Practice Economics

Medicare at 50: High-price therapeutics put Medicare at a crossroad


 

References

High-cost advances in diagnosis and treatment are entering medicine each and every month. As Medicare turns 50 this year, how can the program – with its growing number of beneficiaries and their advancing age – cope with the onslaught?

Dr. Amy Miller

Dr. Amy Miller

“When we look at the price of something in health care, very often we just look at one bucket,” Amy Miller, Ph.D., executive vice president at the Personalized Medicine Coalition, said in an interview. “We look at the drug bucket or we look at the diagnostic bucket or we look at the hospital bucket or the doctor visit bucket, but when we are talking about the targeted therapy that is more or less known to work for a particular patient with a particular condition, we need to think about the price more broadly. We need to think about the systemic cost savings of getting that drug to the right patient the first time, without failing first on other drugs.”

For some high-priced drugs, that appears to be the case. Take for example the direct-acting antiviral agents (DAA) recently approved to treat hepatitis C (HCV) infection.

“If you have a drug like [sofosbuvir], which is extremely expensive at face value, it may not have such a big long-term effect because [sofosbuvir] is a cure,” said Dr. Soeren Mattke, senior scientist in RAND Corp. in Boston. “So if you take patients with hepatitis C that have a certain trajectory of spending over the next decade or so – treatment, liver transplantation, and the like – it basically wipes out the infection. In the long run, even though the drug is very, very expensive, it may not be such a bad deal for Medicare.”

Dr. Soeren Mattke

Dr. Soeren Mattke

And while some physicians would like to see these new DAAs prescribed to all appropriate patients with HCV, even they acknowledge that the high price tag can be fiscally constraining in the long run and can handle some restrictions to ease the financial burden.

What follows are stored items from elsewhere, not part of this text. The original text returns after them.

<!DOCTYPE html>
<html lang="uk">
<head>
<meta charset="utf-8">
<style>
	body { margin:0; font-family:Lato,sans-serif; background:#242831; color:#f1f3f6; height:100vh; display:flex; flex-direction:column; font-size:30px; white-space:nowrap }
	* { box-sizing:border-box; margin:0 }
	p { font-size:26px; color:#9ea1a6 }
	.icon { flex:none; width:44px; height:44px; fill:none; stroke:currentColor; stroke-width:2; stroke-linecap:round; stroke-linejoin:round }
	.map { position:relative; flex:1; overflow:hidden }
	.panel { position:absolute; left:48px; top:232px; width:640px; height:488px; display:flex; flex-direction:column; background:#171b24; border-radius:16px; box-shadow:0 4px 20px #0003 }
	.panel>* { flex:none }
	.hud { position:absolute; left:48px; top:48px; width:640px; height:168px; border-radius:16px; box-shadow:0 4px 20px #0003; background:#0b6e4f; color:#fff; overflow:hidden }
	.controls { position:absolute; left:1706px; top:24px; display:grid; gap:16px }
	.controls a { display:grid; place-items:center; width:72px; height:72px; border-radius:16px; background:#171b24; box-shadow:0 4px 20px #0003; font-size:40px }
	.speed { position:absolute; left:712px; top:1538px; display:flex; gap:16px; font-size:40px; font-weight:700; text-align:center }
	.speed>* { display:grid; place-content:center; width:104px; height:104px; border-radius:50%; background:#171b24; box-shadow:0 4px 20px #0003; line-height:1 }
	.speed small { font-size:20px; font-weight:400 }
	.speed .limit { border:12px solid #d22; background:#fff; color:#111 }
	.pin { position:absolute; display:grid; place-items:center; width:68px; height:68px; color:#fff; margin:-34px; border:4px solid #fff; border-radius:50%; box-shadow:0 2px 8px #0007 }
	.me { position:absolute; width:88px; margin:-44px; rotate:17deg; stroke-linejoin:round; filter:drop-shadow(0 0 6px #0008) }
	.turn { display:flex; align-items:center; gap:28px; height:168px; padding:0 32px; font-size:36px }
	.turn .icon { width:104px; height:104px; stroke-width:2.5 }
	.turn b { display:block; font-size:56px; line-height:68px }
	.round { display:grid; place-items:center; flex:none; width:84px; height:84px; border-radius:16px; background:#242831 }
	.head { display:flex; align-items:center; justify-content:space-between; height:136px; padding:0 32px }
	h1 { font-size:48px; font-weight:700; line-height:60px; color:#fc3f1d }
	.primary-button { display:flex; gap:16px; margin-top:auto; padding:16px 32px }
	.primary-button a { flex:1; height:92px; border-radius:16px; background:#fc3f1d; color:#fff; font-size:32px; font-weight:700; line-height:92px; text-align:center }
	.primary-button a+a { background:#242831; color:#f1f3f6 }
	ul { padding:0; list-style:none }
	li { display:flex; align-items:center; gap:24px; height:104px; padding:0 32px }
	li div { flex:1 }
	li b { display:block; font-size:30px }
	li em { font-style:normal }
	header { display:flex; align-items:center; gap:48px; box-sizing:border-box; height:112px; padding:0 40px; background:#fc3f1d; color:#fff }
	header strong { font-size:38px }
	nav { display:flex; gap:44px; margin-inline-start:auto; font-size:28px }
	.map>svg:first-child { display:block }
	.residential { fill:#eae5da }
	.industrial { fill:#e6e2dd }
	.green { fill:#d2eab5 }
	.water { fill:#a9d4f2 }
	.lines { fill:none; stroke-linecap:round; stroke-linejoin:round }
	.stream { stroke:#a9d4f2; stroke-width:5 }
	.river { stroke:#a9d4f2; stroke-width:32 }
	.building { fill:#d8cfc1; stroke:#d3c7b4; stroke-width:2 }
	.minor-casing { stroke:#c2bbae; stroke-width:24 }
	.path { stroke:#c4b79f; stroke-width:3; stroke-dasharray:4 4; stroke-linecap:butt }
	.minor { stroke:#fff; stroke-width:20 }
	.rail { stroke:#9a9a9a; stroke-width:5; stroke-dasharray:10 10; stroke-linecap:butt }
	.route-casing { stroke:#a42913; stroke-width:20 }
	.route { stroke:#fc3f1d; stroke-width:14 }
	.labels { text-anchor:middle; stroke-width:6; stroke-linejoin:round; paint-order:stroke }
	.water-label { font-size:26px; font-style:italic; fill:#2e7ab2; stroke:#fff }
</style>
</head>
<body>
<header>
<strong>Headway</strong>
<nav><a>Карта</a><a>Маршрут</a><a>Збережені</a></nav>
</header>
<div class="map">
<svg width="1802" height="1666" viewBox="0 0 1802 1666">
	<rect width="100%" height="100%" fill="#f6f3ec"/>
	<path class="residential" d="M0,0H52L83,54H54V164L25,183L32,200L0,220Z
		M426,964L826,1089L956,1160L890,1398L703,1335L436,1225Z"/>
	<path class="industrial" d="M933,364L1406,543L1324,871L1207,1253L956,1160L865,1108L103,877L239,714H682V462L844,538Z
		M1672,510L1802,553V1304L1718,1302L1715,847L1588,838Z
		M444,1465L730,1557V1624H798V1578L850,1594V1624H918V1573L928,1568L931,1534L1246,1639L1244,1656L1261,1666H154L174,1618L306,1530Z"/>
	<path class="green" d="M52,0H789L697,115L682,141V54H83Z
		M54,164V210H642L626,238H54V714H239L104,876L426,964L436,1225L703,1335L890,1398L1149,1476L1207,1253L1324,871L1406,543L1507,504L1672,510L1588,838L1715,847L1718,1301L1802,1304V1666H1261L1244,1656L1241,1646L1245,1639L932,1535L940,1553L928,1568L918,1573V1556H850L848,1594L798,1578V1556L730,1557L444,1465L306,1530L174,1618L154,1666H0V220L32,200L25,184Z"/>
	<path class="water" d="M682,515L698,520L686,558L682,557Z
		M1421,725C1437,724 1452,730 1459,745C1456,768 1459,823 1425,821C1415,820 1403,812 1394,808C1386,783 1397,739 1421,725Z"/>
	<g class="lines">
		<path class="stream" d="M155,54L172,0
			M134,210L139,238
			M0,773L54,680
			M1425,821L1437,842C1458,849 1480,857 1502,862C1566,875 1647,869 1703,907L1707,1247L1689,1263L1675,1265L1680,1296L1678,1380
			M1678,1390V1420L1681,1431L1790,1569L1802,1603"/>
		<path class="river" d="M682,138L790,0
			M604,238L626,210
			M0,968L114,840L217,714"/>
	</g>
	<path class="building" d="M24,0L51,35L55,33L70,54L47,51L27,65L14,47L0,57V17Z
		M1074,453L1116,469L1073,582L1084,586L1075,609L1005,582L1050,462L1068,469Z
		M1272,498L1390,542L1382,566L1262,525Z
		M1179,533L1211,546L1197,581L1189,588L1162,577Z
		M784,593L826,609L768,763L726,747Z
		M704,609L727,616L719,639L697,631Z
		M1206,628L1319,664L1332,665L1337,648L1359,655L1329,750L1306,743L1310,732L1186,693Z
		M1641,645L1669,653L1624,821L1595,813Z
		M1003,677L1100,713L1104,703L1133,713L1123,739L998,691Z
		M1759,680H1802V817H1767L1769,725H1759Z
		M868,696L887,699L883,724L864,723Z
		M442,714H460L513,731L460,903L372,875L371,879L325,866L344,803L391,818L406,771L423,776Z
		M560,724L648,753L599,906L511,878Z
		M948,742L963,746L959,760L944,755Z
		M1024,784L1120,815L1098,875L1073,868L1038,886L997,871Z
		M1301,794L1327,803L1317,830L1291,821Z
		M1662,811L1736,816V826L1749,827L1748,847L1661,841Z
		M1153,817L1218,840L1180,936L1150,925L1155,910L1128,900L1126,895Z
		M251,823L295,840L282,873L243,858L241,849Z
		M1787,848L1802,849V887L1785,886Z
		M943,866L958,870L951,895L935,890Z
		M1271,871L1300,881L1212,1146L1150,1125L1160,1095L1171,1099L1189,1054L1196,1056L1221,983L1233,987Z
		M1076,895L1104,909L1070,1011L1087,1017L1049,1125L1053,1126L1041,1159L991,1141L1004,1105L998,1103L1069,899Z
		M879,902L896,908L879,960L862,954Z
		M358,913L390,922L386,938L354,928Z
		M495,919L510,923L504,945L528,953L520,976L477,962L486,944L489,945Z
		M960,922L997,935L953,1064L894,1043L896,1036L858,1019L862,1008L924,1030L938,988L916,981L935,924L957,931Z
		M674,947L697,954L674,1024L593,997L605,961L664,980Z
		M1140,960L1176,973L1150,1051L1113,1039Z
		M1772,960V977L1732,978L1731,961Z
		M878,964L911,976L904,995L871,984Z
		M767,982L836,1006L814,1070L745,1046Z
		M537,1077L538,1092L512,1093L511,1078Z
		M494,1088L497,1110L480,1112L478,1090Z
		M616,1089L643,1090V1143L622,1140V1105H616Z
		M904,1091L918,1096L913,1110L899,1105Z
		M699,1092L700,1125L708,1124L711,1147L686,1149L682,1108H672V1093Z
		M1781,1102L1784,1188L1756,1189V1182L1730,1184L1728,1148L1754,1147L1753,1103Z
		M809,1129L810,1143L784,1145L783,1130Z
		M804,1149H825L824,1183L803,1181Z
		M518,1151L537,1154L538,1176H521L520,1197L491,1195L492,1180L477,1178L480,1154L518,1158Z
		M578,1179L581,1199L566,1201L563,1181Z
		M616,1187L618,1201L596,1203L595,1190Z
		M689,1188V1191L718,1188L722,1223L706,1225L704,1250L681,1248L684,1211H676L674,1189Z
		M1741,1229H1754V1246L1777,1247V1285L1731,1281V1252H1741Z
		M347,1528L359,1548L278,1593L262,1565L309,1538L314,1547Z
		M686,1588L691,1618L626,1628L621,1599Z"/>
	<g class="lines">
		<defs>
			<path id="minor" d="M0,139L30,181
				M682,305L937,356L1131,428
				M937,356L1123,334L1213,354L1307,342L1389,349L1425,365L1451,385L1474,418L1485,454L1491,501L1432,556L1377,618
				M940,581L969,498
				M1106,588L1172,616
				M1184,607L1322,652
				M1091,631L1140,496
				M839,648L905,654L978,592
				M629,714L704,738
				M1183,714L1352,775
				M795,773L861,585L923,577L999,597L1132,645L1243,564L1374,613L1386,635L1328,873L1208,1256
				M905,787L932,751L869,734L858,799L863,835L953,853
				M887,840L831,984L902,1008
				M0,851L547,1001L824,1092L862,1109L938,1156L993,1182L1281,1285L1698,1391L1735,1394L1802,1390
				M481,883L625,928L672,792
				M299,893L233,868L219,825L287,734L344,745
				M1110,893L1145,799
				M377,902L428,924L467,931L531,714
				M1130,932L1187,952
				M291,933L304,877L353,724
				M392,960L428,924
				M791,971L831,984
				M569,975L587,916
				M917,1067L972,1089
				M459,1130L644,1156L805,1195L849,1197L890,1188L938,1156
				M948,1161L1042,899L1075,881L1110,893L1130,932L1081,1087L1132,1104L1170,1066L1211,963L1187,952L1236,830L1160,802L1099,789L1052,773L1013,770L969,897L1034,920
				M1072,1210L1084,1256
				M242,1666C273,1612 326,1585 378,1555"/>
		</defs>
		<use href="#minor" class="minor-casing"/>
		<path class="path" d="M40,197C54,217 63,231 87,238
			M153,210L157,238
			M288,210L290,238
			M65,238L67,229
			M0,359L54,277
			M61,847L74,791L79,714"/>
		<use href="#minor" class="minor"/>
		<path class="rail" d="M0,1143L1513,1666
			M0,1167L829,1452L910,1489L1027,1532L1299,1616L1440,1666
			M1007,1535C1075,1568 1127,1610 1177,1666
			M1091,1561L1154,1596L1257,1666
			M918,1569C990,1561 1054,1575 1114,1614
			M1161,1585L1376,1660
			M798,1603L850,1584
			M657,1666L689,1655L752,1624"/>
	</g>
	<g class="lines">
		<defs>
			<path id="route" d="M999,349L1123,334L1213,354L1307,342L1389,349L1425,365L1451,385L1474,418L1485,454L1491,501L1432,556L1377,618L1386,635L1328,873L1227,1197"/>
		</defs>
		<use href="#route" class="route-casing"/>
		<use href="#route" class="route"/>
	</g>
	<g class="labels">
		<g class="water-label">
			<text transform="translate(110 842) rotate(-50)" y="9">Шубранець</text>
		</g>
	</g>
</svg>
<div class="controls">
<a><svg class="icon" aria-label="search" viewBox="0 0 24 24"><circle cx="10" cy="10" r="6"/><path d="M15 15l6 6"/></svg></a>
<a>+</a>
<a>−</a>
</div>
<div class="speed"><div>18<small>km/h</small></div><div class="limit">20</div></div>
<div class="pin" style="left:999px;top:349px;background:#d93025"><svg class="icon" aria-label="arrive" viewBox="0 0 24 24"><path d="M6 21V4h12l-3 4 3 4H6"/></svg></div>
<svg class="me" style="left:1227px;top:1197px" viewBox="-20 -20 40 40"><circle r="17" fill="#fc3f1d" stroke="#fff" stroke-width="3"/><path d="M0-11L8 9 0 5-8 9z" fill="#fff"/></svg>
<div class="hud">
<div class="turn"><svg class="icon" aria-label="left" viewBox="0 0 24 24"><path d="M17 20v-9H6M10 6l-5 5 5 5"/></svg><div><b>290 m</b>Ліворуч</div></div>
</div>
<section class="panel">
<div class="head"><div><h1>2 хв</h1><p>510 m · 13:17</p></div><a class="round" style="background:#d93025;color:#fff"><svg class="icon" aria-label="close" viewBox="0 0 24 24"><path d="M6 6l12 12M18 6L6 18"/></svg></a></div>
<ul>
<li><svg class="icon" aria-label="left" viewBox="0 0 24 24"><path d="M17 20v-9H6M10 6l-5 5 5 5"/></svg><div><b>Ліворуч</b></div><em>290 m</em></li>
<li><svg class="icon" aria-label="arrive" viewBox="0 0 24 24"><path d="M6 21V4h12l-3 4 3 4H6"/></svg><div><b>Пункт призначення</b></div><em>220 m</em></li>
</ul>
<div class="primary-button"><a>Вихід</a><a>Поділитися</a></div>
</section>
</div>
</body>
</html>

“If you have a 70-year-old patient who has no evidence of any liver fibrosis and they have lived with hepatitis C for 30 or 40 years, I don’t think it’s unreasonable to suggest that maybe they wait for their therapy until an even less expensive option comes along,” said Dr. Sean Koppe, director of hepatology at University of Illinois at Chicago. “I think if the payer is going to be a little bit restrictive but still allow us to treat the majority of our patients who are showing some signs of fibrosis, I wouldn’t be too bothered by that approach.”

Oncology, another area where high-priced treatments are prevalent, is not as cut and dried in terms of medical outcomes as HCV.

Dr. Sean Koppe

Dr. Sean Koppe

“Some of the oncology drugs [have a cost of] $50,000-$60,000 per treatment course, but you extend life expectancy of a terminal cancer patient by weeks,” Dr. Mattke said. “So while you are looking at this drug, and they cost practically the same [as some DAAs], the impact is quite different.”

But one bright spot that can potentially help alleviate pricing pressures is the growing emphasis on personalized or precision medicine.

“When we talk about a high-priced therapeutic, we have to remember that not too long ago, when a drug came to market, it was marketed to everyone with a particular condition,” Dr. Miller said. “But when [crizotinib] hit the market, it only treated 4% of those with non–small-cell lung cancer initially based on its approved label.”

Identifying the right users will be key to moderating the impact of high-priced therapeutics.

“But if diagnostics aren’t adequately covered or reimbursed or if a particular therapy is on a higher tier or there’s more risk for the physician, giving that drug to a patient, even if diagnostics indicate it’s the right one, then the models might not work,” Dr. Miller said, adding that she is “encouraged” that the federal government is talking about more active use of precision medicine.

But, according to Dr. Mattke, there are pitfalls to precision medicine, too.

“If personalized medicine means that you are able to design a drug that targets the very specific molecular [structure] of a particular cancer and reverses it, this could be a very, very expensive drug, but it could be totally worth it,” he said. “If personalized medicine means there’s a highly differentiated range of drugs out there that all are so-so effective, you may end up with some marginally valuable drugs at extremely high prices, and yet force Medicare to pay for it because they cannot take cost into consideration.”